Dataset entries

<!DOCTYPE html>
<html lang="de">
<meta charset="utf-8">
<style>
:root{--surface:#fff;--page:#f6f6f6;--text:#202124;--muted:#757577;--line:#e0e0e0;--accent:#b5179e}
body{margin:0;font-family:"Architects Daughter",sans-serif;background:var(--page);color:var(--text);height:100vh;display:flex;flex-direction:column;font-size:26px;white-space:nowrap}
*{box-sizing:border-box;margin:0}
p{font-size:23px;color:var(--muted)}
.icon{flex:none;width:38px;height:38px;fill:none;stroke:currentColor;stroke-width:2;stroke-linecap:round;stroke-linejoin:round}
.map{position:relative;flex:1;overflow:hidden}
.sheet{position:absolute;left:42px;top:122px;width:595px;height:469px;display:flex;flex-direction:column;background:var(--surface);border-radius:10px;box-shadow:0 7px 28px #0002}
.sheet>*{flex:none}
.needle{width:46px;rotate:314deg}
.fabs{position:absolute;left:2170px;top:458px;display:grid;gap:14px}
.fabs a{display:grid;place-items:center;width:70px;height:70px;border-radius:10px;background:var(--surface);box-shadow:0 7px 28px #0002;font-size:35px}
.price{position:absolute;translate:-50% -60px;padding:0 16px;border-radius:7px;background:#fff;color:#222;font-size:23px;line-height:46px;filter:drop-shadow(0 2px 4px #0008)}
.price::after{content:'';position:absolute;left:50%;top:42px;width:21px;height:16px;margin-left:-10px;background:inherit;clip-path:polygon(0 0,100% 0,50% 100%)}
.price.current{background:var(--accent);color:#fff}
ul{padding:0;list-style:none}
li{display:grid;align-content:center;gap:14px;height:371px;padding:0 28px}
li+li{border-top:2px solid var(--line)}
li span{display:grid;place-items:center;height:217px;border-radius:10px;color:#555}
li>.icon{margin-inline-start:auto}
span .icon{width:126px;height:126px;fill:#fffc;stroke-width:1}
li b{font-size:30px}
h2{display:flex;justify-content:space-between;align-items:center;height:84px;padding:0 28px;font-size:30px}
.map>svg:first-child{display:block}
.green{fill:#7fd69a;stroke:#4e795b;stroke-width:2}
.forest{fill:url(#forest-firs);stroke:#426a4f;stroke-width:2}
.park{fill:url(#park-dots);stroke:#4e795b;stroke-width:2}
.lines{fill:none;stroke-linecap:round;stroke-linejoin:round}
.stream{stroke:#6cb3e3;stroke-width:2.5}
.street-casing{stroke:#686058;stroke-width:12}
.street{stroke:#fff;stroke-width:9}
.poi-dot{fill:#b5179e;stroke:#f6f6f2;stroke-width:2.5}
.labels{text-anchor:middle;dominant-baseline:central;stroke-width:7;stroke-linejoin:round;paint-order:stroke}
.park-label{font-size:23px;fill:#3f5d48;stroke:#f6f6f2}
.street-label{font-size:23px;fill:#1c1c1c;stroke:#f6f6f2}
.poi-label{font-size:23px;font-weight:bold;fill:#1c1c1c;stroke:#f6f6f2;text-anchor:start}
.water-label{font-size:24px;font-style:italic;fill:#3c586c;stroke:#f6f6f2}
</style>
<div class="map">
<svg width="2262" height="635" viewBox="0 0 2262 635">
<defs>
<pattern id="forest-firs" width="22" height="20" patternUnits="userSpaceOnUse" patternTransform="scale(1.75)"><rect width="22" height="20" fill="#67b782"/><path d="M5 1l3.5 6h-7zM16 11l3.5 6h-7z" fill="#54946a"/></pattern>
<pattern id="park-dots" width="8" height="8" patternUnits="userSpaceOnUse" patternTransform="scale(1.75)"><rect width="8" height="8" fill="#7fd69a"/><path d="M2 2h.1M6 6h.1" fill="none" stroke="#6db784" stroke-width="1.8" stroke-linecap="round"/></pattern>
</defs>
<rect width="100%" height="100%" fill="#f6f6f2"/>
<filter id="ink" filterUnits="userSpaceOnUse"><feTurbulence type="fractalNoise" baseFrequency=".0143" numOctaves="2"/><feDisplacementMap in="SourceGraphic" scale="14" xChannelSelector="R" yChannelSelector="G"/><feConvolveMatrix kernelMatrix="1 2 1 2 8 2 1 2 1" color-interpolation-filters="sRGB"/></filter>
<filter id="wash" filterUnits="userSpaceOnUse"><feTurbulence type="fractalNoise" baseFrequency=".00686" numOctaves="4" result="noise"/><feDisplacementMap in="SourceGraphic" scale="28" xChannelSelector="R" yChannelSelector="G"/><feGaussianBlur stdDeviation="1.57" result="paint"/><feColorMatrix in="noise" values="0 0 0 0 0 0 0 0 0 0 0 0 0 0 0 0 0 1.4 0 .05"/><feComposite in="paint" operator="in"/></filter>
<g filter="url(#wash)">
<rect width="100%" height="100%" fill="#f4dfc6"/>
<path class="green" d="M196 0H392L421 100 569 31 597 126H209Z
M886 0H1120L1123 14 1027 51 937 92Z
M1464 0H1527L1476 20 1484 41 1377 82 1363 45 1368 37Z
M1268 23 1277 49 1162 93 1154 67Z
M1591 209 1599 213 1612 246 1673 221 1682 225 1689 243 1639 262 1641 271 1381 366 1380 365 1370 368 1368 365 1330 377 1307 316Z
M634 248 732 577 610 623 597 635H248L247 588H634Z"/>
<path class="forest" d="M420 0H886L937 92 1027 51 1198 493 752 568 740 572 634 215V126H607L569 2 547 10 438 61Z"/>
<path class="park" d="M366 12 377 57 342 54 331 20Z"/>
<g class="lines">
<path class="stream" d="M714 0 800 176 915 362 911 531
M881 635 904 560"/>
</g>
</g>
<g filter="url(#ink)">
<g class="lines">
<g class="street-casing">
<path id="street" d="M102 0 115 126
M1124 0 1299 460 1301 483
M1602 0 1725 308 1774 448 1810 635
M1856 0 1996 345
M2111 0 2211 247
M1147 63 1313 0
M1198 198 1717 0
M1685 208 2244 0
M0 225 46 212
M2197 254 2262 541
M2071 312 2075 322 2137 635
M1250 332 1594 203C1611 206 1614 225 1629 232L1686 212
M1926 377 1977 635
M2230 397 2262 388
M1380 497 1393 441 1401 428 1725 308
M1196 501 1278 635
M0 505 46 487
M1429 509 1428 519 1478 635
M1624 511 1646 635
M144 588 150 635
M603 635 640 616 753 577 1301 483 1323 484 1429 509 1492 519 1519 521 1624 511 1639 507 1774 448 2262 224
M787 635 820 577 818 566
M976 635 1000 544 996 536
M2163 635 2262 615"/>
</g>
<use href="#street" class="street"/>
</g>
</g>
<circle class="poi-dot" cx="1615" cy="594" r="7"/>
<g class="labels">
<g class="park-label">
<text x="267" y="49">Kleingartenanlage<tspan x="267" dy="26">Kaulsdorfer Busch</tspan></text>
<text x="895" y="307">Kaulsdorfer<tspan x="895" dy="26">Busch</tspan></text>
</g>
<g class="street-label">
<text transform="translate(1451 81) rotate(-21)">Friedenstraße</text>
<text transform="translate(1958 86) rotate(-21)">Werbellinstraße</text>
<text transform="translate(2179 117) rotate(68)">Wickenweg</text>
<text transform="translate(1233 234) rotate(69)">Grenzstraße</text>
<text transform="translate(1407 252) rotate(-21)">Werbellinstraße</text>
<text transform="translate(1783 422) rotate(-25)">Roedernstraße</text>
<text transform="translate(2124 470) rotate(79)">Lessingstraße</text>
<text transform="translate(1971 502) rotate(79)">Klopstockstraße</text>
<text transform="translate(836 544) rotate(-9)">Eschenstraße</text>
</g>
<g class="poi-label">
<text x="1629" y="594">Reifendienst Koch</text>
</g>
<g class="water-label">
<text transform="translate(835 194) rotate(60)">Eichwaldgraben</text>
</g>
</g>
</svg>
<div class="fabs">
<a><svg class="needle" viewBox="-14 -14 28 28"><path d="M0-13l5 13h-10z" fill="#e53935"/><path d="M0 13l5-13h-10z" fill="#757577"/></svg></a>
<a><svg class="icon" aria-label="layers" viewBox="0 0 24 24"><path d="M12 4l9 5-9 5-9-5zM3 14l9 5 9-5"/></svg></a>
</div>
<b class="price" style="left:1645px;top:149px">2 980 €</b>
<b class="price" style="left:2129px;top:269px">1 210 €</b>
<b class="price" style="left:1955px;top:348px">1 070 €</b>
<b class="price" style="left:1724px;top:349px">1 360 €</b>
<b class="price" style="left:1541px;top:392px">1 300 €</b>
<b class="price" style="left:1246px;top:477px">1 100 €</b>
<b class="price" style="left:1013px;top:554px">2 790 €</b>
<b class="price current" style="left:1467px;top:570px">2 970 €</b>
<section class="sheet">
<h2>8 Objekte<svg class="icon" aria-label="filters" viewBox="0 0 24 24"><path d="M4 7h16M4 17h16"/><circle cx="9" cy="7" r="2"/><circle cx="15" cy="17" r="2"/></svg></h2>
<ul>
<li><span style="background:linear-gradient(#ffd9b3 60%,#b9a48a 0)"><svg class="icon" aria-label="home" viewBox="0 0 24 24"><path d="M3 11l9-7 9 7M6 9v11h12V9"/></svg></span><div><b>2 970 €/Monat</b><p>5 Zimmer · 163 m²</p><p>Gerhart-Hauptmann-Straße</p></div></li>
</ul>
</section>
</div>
---
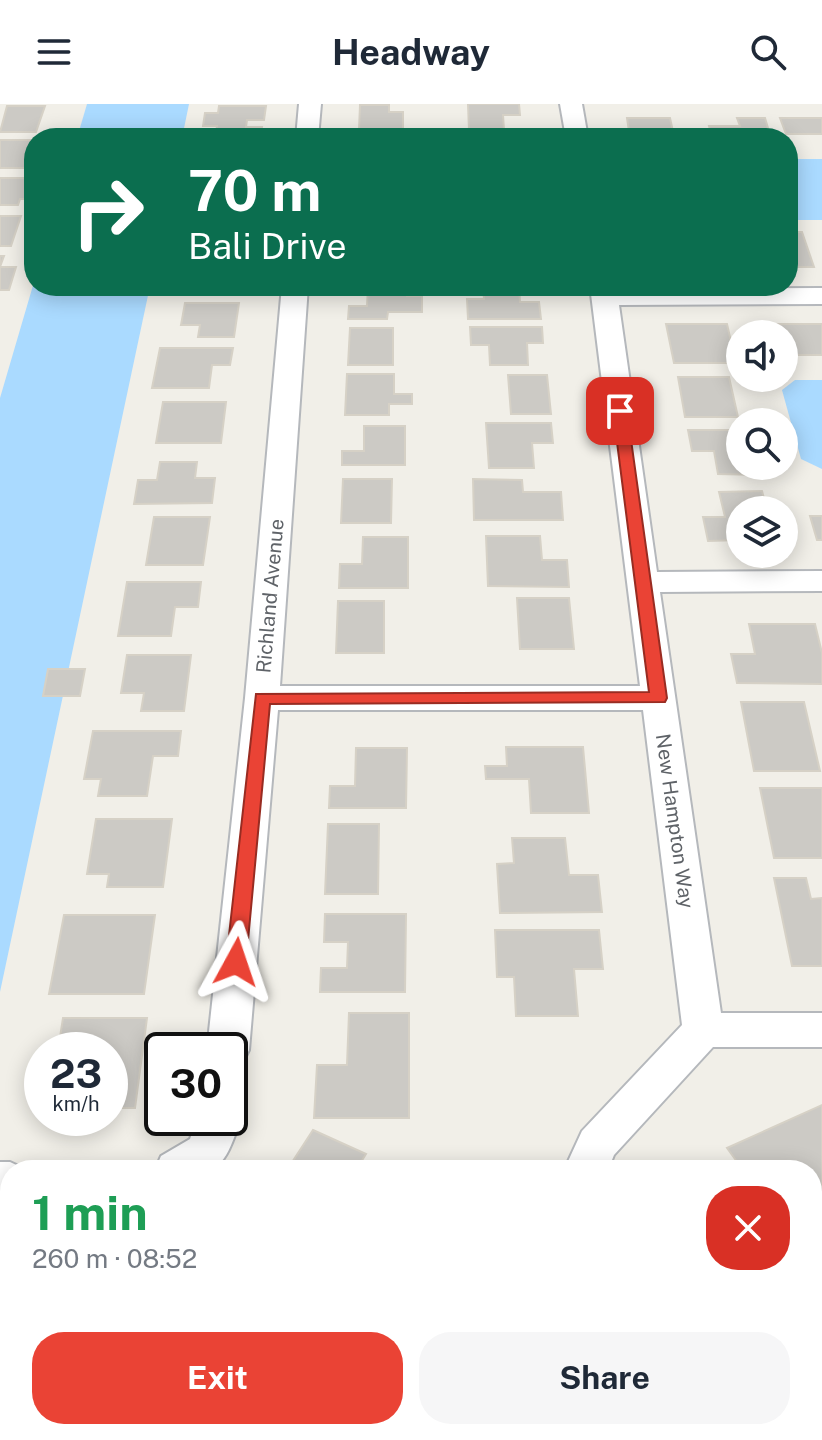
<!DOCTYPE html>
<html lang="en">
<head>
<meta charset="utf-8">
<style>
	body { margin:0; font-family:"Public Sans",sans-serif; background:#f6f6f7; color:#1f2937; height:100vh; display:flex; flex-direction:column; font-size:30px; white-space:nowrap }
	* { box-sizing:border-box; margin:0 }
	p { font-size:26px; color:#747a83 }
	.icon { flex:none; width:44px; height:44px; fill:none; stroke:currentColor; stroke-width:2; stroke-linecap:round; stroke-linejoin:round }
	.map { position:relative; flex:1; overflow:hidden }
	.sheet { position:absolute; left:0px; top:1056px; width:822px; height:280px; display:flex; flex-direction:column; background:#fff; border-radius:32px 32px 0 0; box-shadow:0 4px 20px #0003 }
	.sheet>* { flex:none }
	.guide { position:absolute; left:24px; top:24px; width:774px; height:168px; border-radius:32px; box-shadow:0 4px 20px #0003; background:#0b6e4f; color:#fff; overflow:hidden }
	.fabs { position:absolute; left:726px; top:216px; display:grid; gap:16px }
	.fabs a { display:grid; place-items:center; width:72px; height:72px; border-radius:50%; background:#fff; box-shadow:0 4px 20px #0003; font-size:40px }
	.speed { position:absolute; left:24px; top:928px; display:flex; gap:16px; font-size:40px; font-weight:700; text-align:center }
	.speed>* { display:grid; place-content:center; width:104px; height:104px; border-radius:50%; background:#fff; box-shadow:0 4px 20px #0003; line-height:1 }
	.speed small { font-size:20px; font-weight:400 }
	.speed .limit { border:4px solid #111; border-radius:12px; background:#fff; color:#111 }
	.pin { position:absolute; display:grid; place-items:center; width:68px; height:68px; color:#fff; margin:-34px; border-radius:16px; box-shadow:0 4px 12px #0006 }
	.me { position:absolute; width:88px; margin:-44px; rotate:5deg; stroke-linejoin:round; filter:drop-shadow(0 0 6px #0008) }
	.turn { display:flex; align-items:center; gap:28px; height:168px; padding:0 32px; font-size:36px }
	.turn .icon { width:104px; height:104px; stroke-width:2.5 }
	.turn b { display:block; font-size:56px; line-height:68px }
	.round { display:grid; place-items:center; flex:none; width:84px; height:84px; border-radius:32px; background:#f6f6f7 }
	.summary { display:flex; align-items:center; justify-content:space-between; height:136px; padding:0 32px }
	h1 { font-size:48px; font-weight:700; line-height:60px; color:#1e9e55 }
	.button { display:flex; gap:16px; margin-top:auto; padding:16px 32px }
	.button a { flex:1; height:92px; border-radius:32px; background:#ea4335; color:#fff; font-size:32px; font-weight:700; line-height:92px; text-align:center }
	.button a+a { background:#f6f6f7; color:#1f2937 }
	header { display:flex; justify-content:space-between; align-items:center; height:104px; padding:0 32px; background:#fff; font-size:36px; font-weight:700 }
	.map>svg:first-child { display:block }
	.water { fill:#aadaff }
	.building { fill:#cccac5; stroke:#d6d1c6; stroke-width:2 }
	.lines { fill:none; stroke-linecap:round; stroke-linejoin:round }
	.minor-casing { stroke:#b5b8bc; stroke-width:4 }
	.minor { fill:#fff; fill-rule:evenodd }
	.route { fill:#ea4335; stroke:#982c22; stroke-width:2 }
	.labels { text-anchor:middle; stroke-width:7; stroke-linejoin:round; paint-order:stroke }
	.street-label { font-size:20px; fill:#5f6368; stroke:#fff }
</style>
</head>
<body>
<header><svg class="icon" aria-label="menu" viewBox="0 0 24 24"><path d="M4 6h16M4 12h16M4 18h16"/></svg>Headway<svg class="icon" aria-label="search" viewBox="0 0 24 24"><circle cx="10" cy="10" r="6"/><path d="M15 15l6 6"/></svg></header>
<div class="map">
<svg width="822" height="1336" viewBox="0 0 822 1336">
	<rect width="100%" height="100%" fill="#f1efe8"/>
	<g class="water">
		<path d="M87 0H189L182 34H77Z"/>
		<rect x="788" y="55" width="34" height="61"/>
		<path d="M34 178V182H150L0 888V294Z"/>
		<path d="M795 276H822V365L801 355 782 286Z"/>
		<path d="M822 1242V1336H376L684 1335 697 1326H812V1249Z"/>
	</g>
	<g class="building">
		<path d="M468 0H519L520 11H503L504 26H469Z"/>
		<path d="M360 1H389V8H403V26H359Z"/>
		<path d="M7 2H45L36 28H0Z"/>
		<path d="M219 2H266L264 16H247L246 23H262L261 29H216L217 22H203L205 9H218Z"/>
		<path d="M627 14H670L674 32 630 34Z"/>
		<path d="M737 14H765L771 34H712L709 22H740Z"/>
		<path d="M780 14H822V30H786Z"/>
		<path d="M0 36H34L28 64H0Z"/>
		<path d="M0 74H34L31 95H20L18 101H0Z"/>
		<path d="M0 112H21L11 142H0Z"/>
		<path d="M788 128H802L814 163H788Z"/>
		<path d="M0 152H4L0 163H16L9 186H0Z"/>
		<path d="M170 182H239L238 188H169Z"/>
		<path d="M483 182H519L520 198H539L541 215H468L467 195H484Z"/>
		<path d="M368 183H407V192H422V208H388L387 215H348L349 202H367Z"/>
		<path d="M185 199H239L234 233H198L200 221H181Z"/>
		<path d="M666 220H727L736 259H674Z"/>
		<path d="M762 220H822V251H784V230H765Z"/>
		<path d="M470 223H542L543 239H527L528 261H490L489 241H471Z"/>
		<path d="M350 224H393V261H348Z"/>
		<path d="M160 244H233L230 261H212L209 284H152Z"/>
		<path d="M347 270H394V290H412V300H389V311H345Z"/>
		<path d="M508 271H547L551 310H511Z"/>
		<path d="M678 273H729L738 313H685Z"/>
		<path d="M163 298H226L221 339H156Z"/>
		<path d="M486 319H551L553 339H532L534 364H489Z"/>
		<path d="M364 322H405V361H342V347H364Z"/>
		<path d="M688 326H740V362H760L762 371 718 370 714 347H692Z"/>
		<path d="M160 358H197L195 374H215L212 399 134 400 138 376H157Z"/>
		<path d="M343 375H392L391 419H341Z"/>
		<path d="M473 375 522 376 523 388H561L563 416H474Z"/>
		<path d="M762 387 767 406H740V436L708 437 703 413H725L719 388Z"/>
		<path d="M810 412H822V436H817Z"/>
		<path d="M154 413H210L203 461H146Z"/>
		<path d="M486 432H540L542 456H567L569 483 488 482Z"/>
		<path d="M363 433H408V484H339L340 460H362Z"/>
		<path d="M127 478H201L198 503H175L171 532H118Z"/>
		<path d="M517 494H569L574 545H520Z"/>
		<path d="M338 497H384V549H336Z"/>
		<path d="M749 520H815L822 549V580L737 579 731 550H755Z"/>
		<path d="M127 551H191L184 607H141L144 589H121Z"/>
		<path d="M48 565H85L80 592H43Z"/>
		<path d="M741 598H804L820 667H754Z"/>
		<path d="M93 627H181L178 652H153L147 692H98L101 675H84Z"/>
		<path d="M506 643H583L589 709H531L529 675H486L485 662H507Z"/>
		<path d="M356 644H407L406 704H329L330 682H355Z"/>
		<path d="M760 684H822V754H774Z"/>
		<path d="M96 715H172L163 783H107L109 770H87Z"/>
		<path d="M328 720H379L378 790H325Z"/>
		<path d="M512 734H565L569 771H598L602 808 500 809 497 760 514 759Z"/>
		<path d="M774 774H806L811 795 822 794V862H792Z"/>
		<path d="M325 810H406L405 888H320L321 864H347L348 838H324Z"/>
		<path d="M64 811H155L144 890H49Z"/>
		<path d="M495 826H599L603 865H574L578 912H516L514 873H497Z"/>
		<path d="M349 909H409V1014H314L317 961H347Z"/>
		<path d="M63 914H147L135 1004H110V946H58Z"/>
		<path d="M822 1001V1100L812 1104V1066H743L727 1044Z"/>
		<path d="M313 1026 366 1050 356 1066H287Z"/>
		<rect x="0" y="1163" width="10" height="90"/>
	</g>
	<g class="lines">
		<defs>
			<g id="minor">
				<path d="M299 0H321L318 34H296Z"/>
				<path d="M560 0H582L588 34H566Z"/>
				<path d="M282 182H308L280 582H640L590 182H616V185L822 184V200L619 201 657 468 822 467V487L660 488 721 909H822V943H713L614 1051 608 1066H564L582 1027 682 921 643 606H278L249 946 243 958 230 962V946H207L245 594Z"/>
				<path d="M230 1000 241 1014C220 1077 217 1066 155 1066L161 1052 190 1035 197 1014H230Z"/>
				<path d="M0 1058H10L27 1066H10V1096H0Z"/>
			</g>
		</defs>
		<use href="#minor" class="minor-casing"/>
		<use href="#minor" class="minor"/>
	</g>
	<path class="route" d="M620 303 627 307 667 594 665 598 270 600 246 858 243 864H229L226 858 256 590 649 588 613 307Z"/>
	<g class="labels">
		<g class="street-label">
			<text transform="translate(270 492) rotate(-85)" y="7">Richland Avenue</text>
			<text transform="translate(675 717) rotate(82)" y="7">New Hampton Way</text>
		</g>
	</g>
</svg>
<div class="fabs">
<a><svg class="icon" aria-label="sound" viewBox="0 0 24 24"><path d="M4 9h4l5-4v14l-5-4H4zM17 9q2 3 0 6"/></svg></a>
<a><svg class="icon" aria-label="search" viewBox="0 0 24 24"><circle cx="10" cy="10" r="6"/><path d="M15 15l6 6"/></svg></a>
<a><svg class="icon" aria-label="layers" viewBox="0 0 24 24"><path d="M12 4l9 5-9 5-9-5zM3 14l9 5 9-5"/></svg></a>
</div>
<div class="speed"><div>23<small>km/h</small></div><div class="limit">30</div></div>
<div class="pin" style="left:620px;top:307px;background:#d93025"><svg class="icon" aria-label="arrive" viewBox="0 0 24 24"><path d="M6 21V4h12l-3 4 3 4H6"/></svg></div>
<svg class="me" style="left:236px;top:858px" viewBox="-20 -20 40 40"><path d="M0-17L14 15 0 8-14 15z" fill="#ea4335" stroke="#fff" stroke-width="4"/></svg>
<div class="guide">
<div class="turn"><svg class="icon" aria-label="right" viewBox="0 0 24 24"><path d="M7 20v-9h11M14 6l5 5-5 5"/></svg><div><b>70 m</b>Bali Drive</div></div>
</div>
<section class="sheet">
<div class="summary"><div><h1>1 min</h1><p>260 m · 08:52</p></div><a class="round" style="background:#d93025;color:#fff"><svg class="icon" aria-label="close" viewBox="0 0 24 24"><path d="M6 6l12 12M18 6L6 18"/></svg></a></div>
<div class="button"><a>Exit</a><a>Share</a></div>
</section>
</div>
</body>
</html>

● **Work order**: Begin at the line that has "position:absolute; left:24px; top:24px;" in the entries above; stop after the line that has "position:absolute; display:grid; place-items:center;". Transcribe exactly those lines and no others.

● **Response to this exercise**:
	.guide { position:absolute; left:24px; top:24px; width:774px; height:168px; border-radius:32px; box-shadow:0 4px 20px #0003; background:#0b6e4f; color:#fff; overflow:hidden }
	.fabs { position:absolute; left:726px; top:216px; display:grid; gap:16px }
	.fabs a { display:grid; place-items:center; width:72px; height:72px; border-radius:50%; background:#fff; box-shadow:0 4px 20px #0003; font-size:40px }
	.speed { position:absolute; left:24px; top:928px; display:flex; gap:16px; font-size:40px; font-weight:700; text-align:center }
	.speed>* { display:grid; place-content:center; width:104px; height:104px; border-radius:50%; background:#fff; box-shadow:0 4px 20px #0003; line-height:1 }
	.speed small { font-size:20px; font-weight:400 }
	.speed .limit { border:4px solid #111; border-radius:12px; background:#fff; color:#111 }
	.pin { position:absolute; display:grid; place-items:center; width:68px; height:68px; color:#fff; margin:-34px; border-radius:16px; box-shadow:0 4px 12px #0006 }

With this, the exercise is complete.